What you will do
Copy every entry exactly.

Dataset extract
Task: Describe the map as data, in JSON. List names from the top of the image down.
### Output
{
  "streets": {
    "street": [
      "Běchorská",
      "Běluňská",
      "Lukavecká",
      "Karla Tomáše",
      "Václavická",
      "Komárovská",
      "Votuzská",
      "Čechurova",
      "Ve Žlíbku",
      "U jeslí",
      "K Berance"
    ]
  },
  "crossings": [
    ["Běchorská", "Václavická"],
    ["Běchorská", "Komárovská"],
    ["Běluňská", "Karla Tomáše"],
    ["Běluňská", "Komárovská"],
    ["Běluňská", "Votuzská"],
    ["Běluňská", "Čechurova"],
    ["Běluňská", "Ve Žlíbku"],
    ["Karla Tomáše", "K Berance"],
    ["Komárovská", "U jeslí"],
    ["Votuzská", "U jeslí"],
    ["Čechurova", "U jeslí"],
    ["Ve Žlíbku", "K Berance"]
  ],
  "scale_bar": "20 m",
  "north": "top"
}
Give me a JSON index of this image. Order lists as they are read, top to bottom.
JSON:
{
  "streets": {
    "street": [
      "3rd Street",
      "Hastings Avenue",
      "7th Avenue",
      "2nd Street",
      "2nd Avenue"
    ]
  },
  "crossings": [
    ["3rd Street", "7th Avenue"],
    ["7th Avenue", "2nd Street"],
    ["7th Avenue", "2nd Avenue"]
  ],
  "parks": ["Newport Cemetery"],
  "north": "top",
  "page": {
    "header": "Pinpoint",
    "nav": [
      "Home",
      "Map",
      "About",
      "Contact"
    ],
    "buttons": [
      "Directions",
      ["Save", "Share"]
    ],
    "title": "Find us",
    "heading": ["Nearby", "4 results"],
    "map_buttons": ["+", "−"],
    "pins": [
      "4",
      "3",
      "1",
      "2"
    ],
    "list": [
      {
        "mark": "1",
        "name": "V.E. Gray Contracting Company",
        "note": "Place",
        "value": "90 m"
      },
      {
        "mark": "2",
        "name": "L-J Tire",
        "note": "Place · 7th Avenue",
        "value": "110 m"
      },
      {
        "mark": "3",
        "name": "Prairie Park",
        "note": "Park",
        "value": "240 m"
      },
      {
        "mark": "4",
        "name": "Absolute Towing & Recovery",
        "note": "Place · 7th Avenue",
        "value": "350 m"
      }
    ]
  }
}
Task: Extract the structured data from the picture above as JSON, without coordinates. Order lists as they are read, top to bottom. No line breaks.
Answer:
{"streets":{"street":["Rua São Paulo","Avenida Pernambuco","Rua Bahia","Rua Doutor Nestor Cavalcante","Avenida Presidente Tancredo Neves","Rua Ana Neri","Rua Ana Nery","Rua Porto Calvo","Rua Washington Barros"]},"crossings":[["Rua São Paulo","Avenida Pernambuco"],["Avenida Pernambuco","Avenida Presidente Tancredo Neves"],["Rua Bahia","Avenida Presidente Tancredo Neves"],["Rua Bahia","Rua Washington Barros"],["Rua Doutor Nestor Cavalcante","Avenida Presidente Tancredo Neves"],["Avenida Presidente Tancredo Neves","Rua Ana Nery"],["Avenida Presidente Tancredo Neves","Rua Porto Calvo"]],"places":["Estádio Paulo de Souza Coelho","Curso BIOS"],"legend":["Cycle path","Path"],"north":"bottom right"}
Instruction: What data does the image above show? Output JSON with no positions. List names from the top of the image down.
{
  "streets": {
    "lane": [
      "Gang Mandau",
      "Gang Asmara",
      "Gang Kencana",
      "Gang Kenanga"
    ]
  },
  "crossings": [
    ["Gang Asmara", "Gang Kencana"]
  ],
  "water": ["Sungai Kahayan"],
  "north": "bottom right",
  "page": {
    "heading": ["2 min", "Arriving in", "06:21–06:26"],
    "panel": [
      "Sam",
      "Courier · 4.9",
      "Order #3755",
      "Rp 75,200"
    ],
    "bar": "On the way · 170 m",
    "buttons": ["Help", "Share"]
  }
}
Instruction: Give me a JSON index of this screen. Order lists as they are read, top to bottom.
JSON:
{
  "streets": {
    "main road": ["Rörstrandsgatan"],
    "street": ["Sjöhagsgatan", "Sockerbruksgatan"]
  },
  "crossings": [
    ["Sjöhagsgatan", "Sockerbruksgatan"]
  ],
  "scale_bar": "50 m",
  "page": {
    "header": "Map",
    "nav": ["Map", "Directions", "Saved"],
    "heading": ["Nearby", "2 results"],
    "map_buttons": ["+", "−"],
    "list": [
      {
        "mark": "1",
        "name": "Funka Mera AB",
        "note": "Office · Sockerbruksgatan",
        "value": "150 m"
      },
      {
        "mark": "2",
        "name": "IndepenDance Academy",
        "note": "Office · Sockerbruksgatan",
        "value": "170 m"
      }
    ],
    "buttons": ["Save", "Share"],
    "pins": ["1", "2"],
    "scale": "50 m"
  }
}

Task response
Task: Describe the map as data, in JSON. List names from the top of the image down.
### Output
{
  "streets": {
    "street": [
      "Běchorská",
      "Běluňská",
      "Lukavecká",
      "Karla Tomáše",
      "Václavická",
      "Komárovská",
      "Votuzská",
      "Čechurova",
      "Ve Žlíbku",
      "U jeslí",
      "K Berance"
    ]
  },
  "crossings": [
    ["Běchorská", "Václavická"],
    ["Běchorská", "Komárovská"],
    ["Běluňská", "Karla Tomáše"],
    ["Běluňská", "Komárovská"],
    ["Běluňská", "Votuzská"],
    ["Běluňská", "Čechurova"],
    ["Běluňská", "Ve Žlíbku"],
    ["Karla Tomáše", "K Berance"],
    ["Komárovská", "U jeslí"],
    ["Votuzská", "U jeslí"],
    ["Čechurova", "U jeslí"],
    ["Ve Žlíbku", "K Berance"]
  ],
  "scale_bar": "20 m",
  "north": "top"
}
Give me a JSON index of this image. Order lists as they are read, top to bottom.
JSON:
{
  "streets": {
    "street": [
      "3rd Street",
      "Hastings Avenue",
      "7th Avenue",
      "2nd Street",
      "2nd Avenue"
    ]
  },
  "crossings": [
    ["3rd Street", "7th Avenue"],
    ["7th Avenue", "2nd Street"],
    ["7th Avenue", "2nd Avenue"]
  ],
  "parks": ["Newport Cemetery"],
  "north": "top",
  "page": {
    "header": "Pinpoint",
    "nav": [
      "Home",
      "Map",
      "About",
      "Contact"
    ],
    "buttons": [
      "Directions",
      ["Save", "Share"]
    ],
    "title": "Find us",
    "heading": ["Nearby", "4 results"],
    "map_buttons": ["+", "−"],
    "pins": [
      "4",
      "3",
      "1",
      "2"
    ],
    "list": [
      {
        "mark": "1",
        "name": "V.E. Gray Contracting Company",
        "note": "Place",
        "value": "90 m"
      },
      {
        "mark": "2",
        "name": "L-J Tire",
        "note": "Place · 7th Avenue",
        "value": "110 m"
      },
      {
        "mark": "3",
        "name": "Prairie Park",
        "note": "Park",
        "value": "240 m"
      },
      {
        "mark": "4",
        "name": "Absolute Towing & Recovery",
        "note": "Place · 7th Avenue",
        "value": "350 m"
      }
    ]
  }
}
Task: Extract the structured data from the picture above as JSON, without coordinates. Order lists as they are read, top to bottom. No line breaks.
Answer:
{"streets":{"street":["Rua São Paulo","Avenida Pernambuco","Rua Bahia","Rua Doutor Nestor Cavalcante","Avenida Presidente Tancredo Neves","Rua Ana Neri","Rua Ana Nery","Rua Porto Calvo","Rua Washington Barros"]},"crossings":[["Rua São Paulo","Avenida Pernambuco"],["Avenida Pernambuco","Avenida Presidente Tancredo Neves"],["Rua Bahia","Avenida Presidente Tancredo Neves"],["Rua Bahia","Rua Washington Barros"],["Rua Doutor Nestor Cavalcante","Avenida Presidente Tancredo Neves"],["Avenida Presidente Tancredo Neves","Rua Ana Nery"],["Avenida Presidente Tancredo Neves","Rua Porto Calvo"]],"places":["Estádio Paulo de Souza Coelho","Curso BIOS"],"legend":["Cycle path","Path"],"north":"bottom right"}
Instruction: What data does the image above show? Output JSON with no positions. List names from the top of the image down.
{
  "streets": {
    "lane": [
      "Gang Mandau",
      "Gang Asmara",
      "Gang Kencana",
      "Gang Kenanga"
    ]
  },
  "crossings": [
    ["Gang Asmara", "Gang Kencana"]
  ],
  "water": ["Sungai Kahayan"],
  "north": "bottom right",
  "page": {
    "heading": ["2 min", "Arriving in", "06:21–06:26"],
    "panel": [
      "Sam",
      "Courier · 4.9",
      "Order #3755",
      "Rp 75,200"
    ],
    "bar": "On the way · 170 m",
    "buttons": ["Help", "Share"]
  }
}
Instruction: Give me a JSON index of this screen. Order lists as they are read, top to bottom.
JSON:
{
  "streets": {
    "main road": ["Rörstrandsgatan"],
    "street": ["Sjöhagsgatan", "Sockerbruksgatan"]
  },
  "crossings": [
    ["Sjöhagsgatan", "Sockerbruksgatan"]
  ],
  "scale_bar": "50 m",
  "page": {
    "header": "Map",
    "nav": ["Map", "Directions", "Saved"],
    "heading": ["Nearby", "2 results"],
    "map_buttons": ["+", "−"],
    "list": [
      {
        "mark": "1",
        "name": "Funka Mera AB",
        "note": "Office · Sockerbruksgatan",
        "value": "150 m"
      },
      {
        "mark": "2",
        "name": "IndepenDance Academy",
        "note": "Office · Sockerbruksgatan",
        "value": "170 m"
      }
    ],
    "buttons": ["Save", "Share"],
    "pins": ["1", "2"],
    "scale": "50 m"
  }
}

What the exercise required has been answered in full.